The transactional nature of today’s corporatised university experience perpetuates a cycle of disengagement which deteriorates the entire process of teaching and learning. There is a dire need to foster genuine engagement in the courses that we came here to study. In the best tutorial I have had to date; when it became patently clear that, as it does in most classes, that hardly anyone had done the required readings, let alone had the slightest interest in the topic at hand, the tutor snapped. To paraphrase, “If you haven’t done the readings, get the fuck out of my class! I don’t mark attendance so you’re not only wasting my time, you’re wasting your own!” He forced half the class to stand up and leave, and most of them never returned.
This is the only seminar where I met anyone who I would speak to if I saw them on campus today. Our genuine engagement with the subject, and thus in discussions with one another, came about not through the management prescribed ‘attendance requirements’ and other pointless check boxes, but through one tutor’s desire for their students to take a real interest in the course content. I presume if other tutors were to take a similar line with attendance and participation, it would inspire similar results. However, this change must start with properly paying seminar tutors, as well as making it part of their job to help students engage with the subject in and out of the classroom; which would mean proper remuneration for work many casual academics already do, like replying to emails or making time for students out of class.

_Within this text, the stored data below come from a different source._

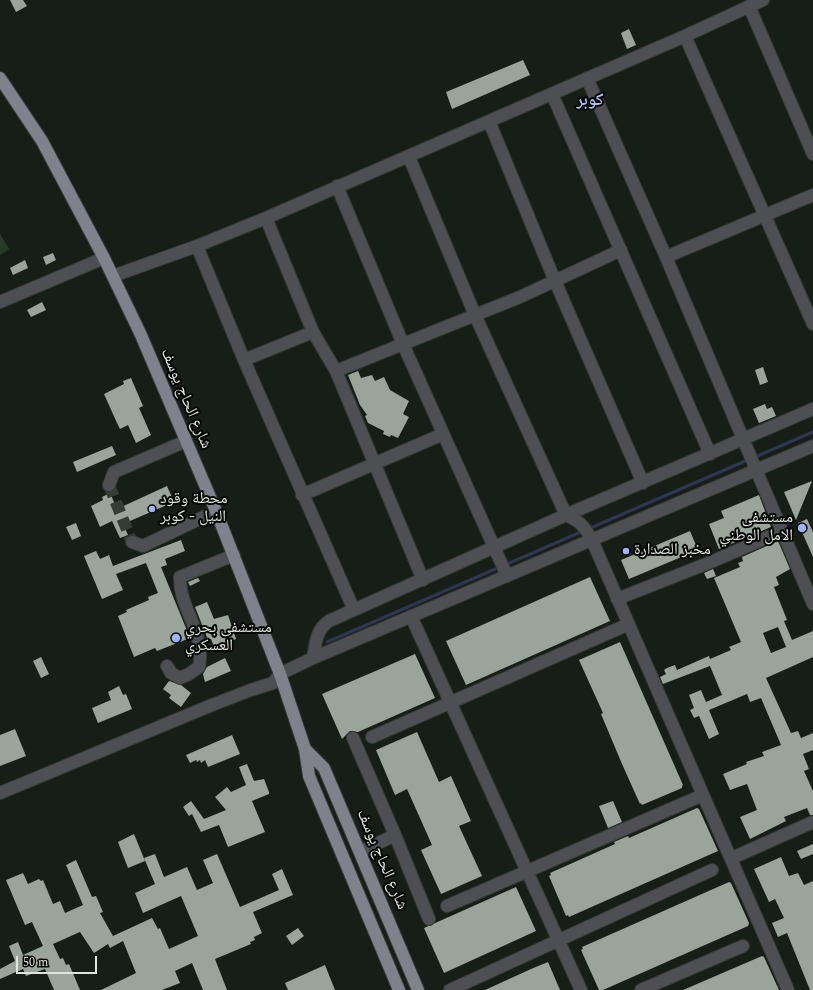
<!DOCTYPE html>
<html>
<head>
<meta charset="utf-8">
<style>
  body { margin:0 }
  #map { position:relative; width:813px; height:990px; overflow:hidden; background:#171e17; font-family:Spectral,serif }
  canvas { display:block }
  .scale { position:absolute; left:16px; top:956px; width:81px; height:18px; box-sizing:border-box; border:2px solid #dfe4df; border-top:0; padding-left:5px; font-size:12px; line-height:14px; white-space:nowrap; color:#dfe4df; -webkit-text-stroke:3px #050705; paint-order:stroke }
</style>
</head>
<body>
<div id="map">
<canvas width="813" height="990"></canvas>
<div class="scale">50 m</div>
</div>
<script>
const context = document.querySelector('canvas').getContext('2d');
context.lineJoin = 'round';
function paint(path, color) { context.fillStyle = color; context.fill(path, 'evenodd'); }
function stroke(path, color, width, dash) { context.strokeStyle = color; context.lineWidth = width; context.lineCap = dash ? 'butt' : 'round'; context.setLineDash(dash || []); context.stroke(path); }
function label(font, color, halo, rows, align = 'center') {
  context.font = font + ' Spectral,"Noto Naskh Arabic",serif'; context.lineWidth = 4; context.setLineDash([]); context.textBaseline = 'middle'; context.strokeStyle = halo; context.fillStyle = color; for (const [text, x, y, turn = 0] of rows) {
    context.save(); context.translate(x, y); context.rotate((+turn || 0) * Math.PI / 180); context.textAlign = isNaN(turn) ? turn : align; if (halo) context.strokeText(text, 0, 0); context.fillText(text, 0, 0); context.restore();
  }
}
paint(new Path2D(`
  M0,234L9,249L0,255Z`), '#293a2b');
stroke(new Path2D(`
  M755,457L813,432
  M588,529L750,459
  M505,565L583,531
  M327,642L500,567`), '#2f3652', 3);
paint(new Path2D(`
  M10,0H23L27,6L16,12Z
  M629,29L636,45L627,49L621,33Z
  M523,60L530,75L452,109L446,92Z
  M53,253L56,260L46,265L43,257Z
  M25,260L28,268L13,275L10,268Z
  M42,302L46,310L31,317L27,310Z
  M763,367L768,382L760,385L755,370Z
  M358,371L361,378L372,375L375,381L384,377L390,390L409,401L403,414L409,417L398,438L391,435L390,437L383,434L384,431L368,423L365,416L367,415L360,405L348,375Z
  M131,378L143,406L139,408L151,435L136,443L128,425L120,429L117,423L104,394L124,384L123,381Z
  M765,404L767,409L772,407L776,416L759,423L753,409Z
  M112,446L116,455L77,472L73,462Z
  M812,481L796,520L784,492Z
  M167,486L174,502L123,524L128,535L120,538L112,521L100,527L91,506L103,500L102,497L110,493L117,509Z
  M759,495L771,527L719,549L709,524L724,518L721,511Z
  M807,519L813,532V557L798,523Z
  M76,523L81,536L72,540L66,527Z
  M690,531L698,550L629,579L621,560Z
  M181,540L185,551L165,559L167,565L161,567L190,638L157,651L155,648L134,657L118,616L127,612L126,610L149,600L148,597L158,593L146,563L116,574L123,590L102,599L84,556L96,551L100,559L109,555L113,566Z
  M778,541L790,569L776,577L779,585L774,587L787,620L784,621L792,640L813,631V657L766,678L791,733L798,731L801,738L813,733V750L803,754L809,769L804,771L813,791V815H810L807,808L784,817L786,821L750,839L740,817L757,810L747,784L730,790L723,774L747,764L746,762L764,756L762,752L781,745L761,698L750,702L747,694L709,710L719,734L709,739L699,716L694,718L690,710L694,708L689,695L701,690L706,702L722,695L710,666L663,684L660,677L666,674L664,670L667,668L675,665L677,670L709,656L710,659L731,650L729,647L741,642L714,578L740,567L738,563L743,561L742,557ZM778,627L786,647L771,653L763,633Z
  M713,569L716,576L707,579L704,573Z
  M590,577L610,621L466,685L446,641Z
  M198,578L200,581L190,586L188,582Z
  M207,602L214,619L228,615L236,639L214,647L211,639L208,640L195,607Z
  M620,642L683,785L682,786V788L642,805L641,803L640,804L622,764L601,714L603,713L579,660Z
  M415,654L435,698L358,732L350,731L342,739L322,694Z
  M41,657L49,674L41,678L33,661Z
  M225,658L231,671L205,682L203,674L207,667Z
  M169,681L181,685L191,693L181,707L169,698L171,695L163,689Z
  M119,686L123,695L126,694L132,709L98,723L92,708L111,700L108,692Z
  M15,729L26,756L0,766V735Z
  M417,732L439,782L451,776L471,821L459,826L482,876L441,894L421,850L432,845L407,789L395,795L376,750Z
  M232,735L240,754L208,767L205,760L201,763L200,760L197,762L196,760L190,763L186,755Z
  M247,764L254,781L264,779L269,792V794L252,801L265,832L228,847L219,825L201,832L192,814L189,816L183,807L191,801L204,819L226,810L215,797L227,787L231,792L246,785L239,767Z
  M613,801L622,822L608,828L599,806Z
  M697,808L699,809L718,851L596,905L569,917L568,915L566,916L549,876L551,875L550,873L615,844L614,842L628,836L629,838Z
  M134,834L145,861L128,868L118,842Z
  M813,844V854L801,859L797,851Z
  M155,854L164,877L187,867L197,890L213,883L203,860L217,854L240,907L279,890L272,874L282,869L293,895L253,912L262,933L254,937L255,940L250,942L251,944L215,959L227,990H203L192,963L175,971L180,983L162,990H101L136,973L123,941L110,948L108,944L94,953L80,932L53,944L60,959L63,958L66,965L69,964L80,990H54L45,969L26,976L23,969L0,979V969L15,961L9,946L18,942L23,955L43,946L32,922L25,925L6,880L23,873L28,884L39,879L41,881L43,880L53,904L60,901L65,913L83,905L66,865L76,860L92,897L96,896L103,912L100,913L113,936L152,918L158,929L160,928L169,949L198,936L181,896L143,913L135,893L155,884L144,858Z
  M781,857L789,876L798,873L804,885L813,881V990H810L787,933L778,937L772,923L784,918L775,899L769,902L754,869Z
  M729,882L731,883L749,923L748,926L603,990H599L581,950L583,949L582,947Z
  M516,887L536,931L444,973L424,928Z
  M298,928L304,936L292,945L286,936Z
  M762,956L764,957L779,990H683Z
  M548,962L560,990H485L531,969Z
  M325,965L335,990H288L285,983Z`), '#9aa49a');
stroke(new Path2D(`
  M109,485L132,542`), '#353c35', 12, [12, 6]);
const minor = new Path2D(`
  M749,6L813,154
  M685,36L813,324
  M587,78L666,257L813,604
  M552,94L710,454
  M489,121L555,281L643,483
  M409,157L475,315L566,515C581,522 584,526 592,540L788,990
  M337,186L403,344L507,576
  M266,218L313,332L336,371L423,580
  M197,246L244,360L354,610
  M666,257L813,195
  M113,276L197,246L266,218L685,36L763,0
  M0,302L104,258
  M244,360L313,332
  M336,371L520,297L621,250
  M109,485L114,472L186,441
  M302,495L443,434
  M132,542L143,546L216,511
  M617,599L711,562L782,531
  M411,616L581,990
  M313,658C316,642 316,630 329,621L566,515L813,409
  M167,666L171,673L180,678L189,674L199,667C206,632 179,609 180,577L234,555
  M372,737L629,624
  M353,738L395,835L429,919
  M0,793L212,705L251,690L273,683L280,674L313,658L813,446
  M360,852L395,835
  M732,858L813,822
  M447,906L703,795
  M450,990L712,870
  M641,990L743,946`);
const major = new Path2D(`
  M0,78L42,141L104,258L141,335L216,511L280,674L305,749L309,776L399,990
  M305,749L324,768L418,990`);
stroke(minor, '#333a33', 14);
stroke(major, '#333a33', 14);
stroke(minor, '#4d4f53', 12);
stroke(major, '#7f828b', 12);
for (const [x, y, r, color] of [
  [152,509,4,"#a0b3fd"],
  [802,528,5,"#a0b3fd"],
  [626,551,4,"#a0b3fd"],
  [176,638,5,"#a0b3fd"]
]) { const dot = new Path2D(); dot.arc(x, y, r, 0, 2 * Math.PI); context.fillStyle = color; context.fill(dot); stroke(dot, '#050705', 1.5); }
label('16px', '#dfe4df', '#050705', [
  ["شارع الحاج يوسف",185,399,67],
  ["شارع الحاج يوسف",381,860,67]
]);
label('16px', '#dfe4df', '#050705', [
  ["محطة وقود",160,500],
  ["النيل - كوبر",160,518],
  ["مستشفى",793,519,"right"],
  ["الامل الوطني",793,537,"right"],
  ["مخبز الصدارة",634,551],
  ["مستشفى بحري",185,629],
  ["العسكري",185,647]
], 'left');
label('bold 17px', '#aebcf4', '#050705', [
  ["كوبر",590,102]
]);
</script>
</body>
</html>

Coming out of the pandemic is the perfect time for a rethink of university social life. Our student body, more socially isolated than ever before, deserves more attention than some periodically announced, cringe-inducing coffee and chat sessions in Fisher or on Zoom cooked up by some low-rate HR professional. So, what can be done? Perhaps the organic ‘cohorts’ of times past are lost. Indeed, it seems that contemporary equivalents are only accessible to those who can afford to pay for them through residential colleges or expensive weekend camps run by societies. Surely, however, it is not beyond the middle-managers of the university, if they put their minds together, to engineer similar social circles that are accessible to all.
Why not start with putting more students who study the same subjects into more of the same tutorial classes? This would go some way to dividing first year students into informal ‘cohorts.’ Why stop there? Split all first-year students into explicit groupings of around 100, based on their subject choices. Hell, organise a social event to get them started! While you’re at it, rationalise the location of courses and academics on campus. Shock! Horror! Could you imagine actually having classes in the building of your faculty? Co-locating classes based on related subjects and departments might well lead to the common areas of those buildings serving as informal or unorganised meeting places for students and teachers. If ever there was an opportunity to reimagine how university might be a less isolating experience, now is the time to transform it back into an engaging, social environment for the pursuit of knowledge.